**What is needed**. Among the entries below, how many lines include "above"? Give the number alone.

[Stored data entries]
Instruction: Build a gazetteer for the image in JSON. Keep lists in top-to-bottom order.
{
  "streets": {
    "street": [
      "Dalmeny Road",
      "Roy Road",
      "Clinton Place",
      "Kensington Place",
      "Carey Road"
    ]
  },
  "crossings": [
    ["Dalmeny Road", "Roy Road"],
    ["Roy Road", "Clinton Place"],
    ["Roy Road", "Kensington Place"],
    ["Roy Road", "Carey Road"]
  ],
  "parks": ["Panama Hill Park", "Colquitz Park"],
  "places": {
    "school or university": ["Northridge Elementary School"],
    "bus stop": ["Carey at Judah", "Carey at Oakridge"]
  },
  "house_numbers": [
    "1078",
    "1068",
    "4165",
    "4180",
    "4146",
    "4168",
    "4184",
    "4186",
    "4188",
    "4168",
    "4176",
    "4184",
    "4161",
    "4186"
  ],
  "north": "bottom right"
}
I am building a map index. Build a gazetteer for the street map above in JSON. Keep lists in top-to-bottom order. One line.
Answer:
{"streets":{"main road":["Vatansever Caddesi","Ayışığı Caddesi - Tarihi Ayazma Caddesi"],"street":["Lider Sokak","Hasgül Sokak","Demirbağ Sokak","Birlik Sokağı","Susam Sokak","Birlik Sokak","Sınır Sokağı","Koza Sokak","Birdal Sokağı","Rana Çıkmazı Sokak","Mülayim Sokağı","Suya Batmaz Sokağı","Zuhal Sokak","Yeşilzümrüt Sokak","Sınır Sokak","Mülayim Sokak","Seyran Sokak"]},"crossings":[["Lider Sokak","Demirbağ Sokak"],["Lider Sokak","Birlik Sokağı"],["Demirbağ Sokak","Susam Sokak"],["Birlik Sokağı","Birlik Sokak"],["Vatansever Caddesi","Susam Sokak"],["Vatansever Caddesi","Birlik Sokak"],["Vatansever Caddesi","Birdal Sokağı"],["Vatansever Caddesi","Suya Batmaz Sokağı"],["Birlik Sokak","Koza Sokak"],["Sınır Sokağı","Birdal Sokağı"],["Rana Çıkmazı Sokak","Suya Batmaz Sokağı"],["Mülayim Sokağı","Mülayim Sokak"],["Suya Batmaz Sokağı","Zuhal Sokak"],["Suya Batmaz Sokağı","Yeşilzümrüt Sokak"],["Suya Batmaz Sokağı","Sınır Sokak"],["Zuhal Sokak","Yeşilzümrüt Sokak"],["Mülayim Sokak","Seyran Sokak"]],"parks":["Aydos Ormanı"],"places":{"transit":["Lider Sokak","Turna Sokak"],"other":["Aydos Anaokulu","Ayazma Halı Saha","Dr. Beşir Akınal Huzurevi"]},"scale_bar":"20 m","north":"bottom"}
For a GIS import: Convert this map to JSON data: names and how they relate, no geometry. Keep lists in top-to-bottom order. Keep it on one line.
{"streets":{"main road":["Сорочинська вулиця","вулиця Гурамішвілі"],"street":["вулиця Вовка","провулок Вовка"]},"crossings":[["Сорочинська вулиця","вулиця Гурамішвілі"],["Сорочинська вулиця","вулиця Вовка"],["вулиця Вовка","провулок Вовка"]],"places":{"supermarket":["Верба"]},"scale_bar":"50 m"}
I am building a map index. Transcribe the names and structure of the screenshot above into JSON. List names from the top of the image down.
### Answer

**Answer section**. 2